Last week when we were all getting settled, Pamela came in with ANOTHER new schedule. All of us froze and she said, "Don't worry, we are only switching two classes." It was one of Kim's. "Wait. No. Why are you switching them?" Wtihout pausing, Pamela said, "The students like their other teacher better." And Kim, not pausing said, "Too bad. I'm not switching again." Then she turned to us and put her hands up in a claw and said, as if to her students, "I'll get you, my pretties!" Pamela did not change the schedule.
Kim expects excellent service at every restaurant. It bothers her that dishes don't come out in a logical order; many times one of us will be done while the others are still waiting. A vegetarian, she has been trying to order noodles and vegetables for the past few weeks and, no matter the place, she has yet to get noodles with vegetables. She went as far to have her TA, Kelly, write the words "noodles with vegetables" in Chinese so she could show it to the waiters and waitresses. These symbols have gotten her only roasted peanuts and rice.
Just now, four of us went to a muslim restaurant and the menu had pictures with English translations (more about this in a minute). Quite excited, she pointed to the picture and description, "celery and cashews." Now, I had ordered chicken and cashews and out came a beautiful plate of chicken and cashews. Kim's dish? Only celery. She spent five minutes pointing to the English on the menu and to my plate; she wanted what was on the picture, "as it is advertised, please." So finally the waitress said (in very broken English) "Would you like me to take this back and put cashews on it? "YES, please!" said Kim. Ten minutes later, out comes the celery....covered with kidney beans.
To Kim's credit, she laughed. Just last night she told me that this trip has made her want to travel more...good for her. About her being an attraction: two muslim men asked her for her phone number while we sat in the restaurant.
Tuesday, July 25, 2006
Motivation for Potty Training
Babies here don't wear diapers. They wear little pants with a slit down the crotch, completely exposing their parts. What happens when they go to the bathroom? Good question. The parents stop and rub dirt on their butts and walk on or hold them over the garbage can. Parents take them into stores...everywhere. Isn't parenthood difficult enough without urine on your arm?
A day in my life
They have uncles in their desks
This curriculum is SO EASY and boring...it is just killing me. So I try as much as I can to spice it up and I have taught them about five million flash cards. It is rewarding that they are making progress.

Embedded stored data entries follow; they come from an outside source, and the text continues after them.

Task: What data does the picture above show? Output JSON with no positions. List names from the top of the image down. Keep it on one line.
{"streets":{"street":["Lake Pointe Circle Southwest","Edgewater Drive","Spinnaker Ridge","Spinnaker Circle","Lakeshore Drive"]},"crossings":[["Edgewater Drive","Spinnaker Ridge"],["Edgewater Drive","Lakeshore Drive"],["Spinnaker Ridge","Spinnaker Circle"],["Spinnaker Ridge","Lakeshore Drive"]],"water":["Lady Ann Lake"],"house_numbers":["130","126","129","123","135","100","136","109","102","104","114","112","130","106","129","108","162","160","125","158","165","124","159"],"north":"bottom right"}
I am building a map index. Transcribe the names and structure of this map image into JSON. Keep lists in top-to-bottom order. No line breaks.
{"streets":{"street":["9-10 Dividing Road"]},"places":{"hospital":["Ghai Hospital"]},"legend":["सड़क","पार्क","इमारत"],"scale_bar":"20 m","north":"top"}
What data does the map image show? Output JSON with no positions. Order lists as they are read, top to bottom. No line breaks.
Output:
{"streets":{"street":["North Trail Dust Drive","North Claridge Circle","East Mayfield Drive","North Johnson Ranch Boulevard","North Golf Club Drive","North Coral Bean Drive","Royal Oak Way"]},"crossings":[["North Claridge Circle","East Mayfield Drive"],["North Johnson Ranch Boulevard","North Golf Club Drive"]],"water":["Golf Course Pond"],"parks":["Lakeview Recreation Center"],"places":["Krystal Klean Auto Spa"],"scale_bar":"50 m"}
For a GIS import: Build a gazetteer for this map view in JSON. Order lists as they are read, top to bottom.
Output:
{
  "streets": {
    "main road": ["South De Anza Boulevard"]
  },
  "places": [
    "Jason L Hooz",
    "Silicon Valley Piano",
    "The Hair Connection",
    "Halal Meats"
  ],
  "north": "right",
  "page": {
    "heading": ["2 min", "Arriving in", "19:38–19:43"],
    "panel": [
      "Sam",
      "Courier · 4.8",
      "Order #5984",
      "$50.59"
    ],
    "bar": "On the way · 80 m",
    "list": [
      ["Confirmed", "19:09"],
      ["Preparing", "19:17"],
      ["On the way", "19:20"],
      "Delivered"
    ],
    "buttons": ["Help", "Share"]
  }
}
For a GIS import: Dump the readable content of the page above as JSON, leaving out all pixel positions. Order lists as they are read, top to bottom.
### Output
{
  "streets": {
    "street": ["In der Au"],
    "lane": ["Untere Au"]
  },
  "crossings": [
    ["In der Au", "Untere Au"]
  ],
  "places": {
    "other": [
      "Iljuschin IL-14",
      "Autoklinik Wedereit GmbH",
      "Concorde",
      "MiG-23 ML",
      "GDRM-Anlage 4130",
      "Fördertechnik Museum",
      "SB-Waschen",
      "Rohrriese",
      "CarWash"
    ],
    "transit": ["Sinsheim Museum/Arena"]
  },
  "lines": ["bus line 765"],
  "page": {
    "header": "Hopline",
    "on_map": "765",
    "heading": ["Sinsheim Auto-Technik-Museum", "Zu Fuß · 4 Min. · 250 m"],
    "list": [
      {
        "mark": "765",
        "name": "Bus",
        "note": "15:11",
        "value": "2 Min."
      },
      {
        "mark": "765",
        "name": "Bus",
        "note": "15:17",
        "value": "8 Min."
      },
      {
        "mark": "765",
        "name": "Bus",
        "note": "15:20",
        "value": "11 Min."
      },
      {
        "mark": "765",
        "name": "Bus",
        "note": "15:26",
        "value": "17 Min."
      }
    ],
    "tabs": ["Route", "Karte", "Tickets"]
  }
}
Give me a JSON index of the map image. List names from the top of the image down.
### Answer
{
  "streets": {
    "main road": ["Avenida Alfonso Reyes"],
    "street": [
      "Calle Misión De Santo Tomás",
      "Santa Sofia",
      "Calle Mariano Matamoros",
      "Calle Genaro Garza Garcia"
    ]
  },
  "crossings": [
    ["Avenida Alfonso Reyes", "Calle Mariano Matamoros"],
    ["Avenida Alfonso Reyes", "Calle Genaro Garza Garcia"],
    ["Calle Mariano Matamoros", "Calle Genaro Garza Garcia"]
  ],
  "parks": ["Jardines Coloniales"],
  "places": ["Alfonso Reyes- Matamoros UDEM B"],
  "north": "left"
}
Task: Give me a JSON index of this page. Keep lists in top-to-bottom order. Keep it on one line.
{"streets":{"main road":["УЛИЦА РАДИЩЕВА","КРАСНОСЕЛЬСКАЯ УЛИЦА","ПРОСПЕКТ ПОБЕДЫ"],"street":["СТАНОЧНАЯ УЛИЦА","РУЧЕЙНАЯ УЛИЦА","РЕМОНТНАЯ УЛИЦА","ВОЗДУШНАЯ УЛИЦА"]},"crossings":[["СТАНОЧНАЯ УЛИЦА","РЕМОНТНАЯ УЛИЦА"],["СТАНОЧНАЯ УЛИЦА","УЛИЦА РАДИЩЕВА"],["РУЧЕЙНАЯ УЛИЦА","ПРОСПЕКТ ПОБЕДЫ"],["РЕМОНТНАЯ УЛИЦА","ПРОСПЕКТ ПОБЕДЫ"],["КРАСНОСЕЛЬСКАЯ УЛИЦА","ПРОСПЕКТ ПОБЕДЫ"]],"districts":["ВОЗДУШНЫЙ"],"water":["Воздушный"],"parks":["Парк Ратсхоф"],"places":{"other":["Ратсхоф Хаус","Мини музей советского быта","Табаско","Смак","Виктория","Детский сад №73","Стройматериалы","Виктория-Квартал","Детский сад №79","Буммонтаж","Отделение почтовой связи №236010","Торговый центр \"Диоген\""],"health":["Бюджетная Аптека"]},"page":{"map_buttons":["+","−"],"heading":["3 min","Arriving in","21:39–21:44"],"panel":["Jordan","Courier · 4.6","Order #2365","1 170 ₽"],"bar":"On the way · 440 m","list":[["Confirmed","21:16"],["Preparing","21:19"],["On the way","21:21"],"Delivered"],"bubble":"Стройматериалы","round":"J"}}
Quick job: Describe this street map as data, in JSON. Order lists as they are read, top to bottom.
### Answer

Today the lesson in 5th grade was "What is in your desk?" So I took my flash cards and held them up in front of various students. "What is in Mary's desk?" and I would hold up a picture of a grandfather, a piano, a train, a horse, etc and they had to say "I have a grandfather in my desk." Then of course I would say "Peter has a horse in his desk!" and they would all laugh and laugh. At the end of class I told them I was going to go home and tell American children what Chinese children had in their desks. They think I am hilarious!
Yesterday I started playing Wheel of Fortune where they have to solve a really long hangman like "They want to eat chocolate and cake while riding their bikes." They loved it.
Do you like Chinese New Year's Cake?
Yesterday we were going over food in the 5th grade. This class has about eight girls that are just the bomb. They love me is why I love them so much. They can't wait for me to come to their class and they always finish their work first. In the past few days, Lily, Lisa and Jill come up with questions to ask me while the others are still working. Yesterday it was "Marjie, do you like Chinese food?""Marjie, do you like dumplings?" "Marjie, do you like Chinese New Year's Cake?"
Imagine
There have been hours of misery and yes, one more complete day of misery...imagine this: You are teaching grade school in China and all they have for a bathroom is a huge long trough that you have to straddle and then squat while trying to hold your breath because if you breathe you think you will lose your stomach. There is no sink and therefore no soap and of course so toilet paper. Add to this diarrhea. Now, I am not saying this happened to me, but just imagine it. And if it did happen to me, I might have been unprepared because up until that time I had no intention of EVER using the torture bathroom.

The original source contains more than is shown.